◆ **WHAT TO WORK ON**:
All lines in the listing below from the one containing "Where are all" through the last should be written out exactly, and only those.

________________________

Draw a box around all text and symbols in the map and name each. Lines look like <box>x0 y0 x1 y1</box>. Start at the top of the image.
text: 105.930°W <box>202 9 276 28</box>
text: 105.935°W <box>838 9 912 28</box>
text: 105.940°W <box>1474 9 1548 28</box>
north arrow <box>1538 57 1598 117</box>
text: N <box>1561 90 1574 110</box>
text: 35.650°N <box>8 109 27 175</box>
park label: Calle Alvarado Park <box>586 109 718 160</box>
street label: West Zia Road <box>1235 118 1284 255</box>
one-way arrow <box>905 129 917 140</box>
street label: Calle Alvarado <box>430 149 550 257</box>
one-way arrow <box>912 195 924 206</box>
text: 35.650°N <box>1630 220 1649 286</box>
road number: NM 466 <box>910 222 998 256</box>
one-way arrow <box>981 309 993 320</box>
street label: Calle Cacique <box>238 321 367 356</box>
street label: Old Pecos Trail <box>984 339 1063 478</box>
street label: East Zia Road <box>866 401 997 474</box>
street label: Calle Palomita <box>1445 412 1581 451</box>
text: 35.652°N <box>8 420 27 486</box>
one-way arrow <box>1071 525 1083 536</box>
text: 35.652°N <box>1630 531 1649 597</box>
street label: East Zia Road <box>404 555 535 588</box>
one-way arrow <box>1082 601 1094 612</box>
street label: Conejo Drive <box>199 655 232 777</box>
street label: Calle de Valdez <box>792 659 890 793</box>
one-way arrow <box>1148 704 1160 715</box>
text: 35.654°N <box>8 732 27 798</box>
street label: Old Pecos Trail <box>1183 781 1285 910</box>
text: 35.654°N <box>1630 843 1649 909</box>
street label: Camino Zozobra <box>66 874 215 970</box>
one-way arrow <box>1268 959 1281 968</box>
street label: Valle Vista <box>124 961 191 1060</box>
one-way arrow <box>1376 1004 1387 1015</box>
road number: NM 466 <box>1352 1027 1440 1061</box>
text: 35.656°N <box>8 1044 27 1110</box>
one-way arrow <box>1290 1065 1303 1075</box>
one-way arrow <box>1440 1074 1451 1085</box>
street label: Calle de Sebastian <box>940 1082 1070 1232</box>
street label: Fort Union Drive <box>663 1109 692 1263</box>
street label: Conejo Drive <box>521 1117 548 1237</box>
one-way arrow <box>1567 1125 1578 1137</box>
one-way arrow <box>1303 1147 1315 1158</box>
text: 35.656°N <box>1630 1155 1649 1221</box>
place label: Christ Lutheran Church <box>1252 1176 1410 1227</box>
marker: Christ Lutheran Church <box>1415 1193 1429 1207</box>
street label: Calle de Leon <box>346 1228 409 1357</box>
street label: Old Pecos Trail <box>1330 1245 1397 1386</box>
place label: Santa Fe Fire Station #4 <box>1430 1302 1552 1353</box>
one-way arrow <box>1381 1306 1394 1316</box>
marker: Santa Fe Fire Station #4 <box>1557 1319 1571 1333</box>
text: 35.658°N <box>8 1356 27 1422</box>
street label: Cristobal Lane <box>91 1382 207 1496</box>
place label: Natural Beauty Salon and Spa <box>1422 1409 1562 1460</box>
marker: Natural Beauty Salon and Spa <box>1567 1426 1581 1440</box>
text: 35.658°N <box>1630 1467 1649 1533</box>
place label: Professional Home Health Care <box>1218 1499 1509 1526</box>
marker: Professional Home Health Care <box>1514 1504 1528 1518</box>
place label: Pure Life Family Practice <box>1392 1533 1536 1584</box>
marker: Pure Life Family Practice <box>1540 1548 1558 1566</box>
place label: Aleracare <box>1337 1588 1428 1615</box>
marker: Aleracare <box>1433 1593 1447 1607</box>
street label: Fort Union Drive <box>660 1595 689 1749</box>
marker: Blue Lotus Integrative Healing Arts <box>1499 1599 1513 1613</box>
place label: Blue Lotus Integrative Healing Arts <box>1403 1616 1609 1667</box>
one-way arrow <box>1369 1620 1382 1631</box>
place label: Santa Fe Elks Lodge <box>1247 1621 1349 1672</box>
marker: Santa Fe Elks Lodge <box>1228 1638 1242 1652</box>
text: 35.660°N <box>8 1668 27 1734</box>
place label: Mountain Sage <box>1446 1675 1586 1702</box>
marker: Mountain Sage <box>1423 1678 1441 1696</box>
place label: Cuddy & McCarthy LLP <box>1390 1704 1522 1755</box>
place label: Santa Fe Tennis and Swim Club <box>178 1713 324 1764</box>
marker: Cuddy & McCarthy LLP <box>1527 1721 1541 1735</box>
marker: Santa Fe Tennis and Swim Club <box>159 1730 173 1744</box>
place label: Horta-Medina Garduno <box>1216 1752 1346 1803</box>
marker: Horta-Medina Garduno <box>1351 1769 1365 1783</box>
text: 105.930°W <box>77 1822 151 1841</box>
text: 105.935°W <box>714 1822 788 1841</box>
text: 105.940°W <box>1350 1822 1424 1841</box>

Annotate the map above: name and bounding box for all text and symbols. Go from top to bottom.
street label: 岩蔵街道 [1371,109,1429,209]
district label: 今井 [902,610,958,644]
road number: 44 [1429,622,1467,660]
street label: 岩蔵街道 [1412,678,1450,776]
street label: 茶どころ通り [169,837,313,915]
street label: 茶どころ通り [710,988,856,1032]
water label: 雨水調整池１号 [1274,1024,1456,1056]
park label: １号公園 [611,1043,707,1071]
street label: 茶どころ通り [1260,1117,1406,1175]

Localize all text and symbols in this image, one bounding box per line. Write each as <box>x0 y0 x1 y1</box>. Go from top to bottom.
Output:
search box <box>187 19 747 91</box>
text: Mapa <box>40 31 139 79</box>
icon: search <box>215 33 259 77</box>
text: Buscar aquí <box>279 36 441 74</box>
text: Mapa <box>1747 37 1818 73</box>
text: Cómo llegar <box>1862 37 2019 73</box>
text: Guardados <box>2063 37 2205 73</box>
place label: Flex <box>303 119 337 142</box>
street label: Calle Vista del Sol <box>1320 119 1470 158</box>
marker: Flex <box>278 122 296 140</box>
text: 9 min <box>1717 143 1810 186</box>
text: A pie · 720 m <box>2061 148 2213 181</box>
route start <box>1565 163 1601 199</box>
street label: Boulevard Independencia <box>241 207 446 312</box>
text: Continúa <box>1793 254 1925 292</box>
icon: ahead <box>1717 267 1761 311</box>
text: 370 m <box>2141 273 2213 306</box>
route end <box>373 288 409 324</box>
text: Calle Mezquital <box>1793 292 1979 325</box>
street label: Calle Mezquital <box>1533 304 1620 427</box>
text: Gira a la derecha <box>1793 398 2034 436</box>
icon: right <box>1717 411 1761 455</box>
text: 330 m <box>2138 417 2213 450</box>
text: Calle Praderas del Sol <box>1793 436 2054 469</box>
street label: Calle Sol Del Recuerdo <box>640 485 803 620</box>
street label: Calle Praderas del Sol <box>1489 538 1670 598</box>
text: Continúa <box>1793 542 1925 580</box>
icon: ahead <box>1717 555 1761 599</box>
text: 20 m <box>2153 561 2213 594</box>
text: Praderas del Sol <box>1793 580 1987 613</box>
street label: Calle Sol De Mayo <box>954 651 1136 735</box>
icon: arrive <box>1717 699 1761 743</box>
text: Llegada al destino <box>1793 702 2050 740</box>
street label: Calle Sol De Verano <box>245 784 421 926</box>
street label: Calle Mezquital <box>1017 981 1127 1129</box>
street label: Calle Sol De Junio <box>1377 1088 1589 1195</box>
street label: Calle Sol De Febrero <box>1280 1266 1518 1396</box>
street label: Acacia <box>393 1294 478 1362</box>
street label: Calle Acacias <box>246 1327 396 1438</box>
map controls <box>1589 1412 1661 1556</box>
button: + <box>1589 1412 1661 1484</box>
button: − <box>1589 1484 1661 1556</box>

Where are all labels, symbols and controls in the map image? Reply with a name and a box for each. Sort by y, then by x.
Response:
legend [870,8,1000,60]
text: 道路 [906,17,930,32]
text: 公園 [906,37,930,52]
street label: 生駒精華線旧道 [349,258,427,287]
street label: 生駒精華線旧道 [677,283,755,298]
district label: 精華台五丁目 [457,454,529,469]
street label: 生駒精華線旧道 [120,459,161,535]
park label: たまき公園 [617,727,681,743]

________________________

◆ **EXERCISE OUTPUT**:
Where are all labels, symbols and controls in the map image? Reply with a name and a box for each. Sort by y, then by x.
Response:
legend [870,8,1000,60]
text: 道路 [906,17,930,32]
text: 公園 [906,37,930,52]
street label: 生駒精華線旧道 [349,258,427,287]
street label: 生駒精華線旧道 [677,283,755,298]
district label: 精華台五丁目 [457,454,529,469]
street label: 生駒精華線旧道 [120,459,161,535]
park label: たまき公園 [617,727,681,743]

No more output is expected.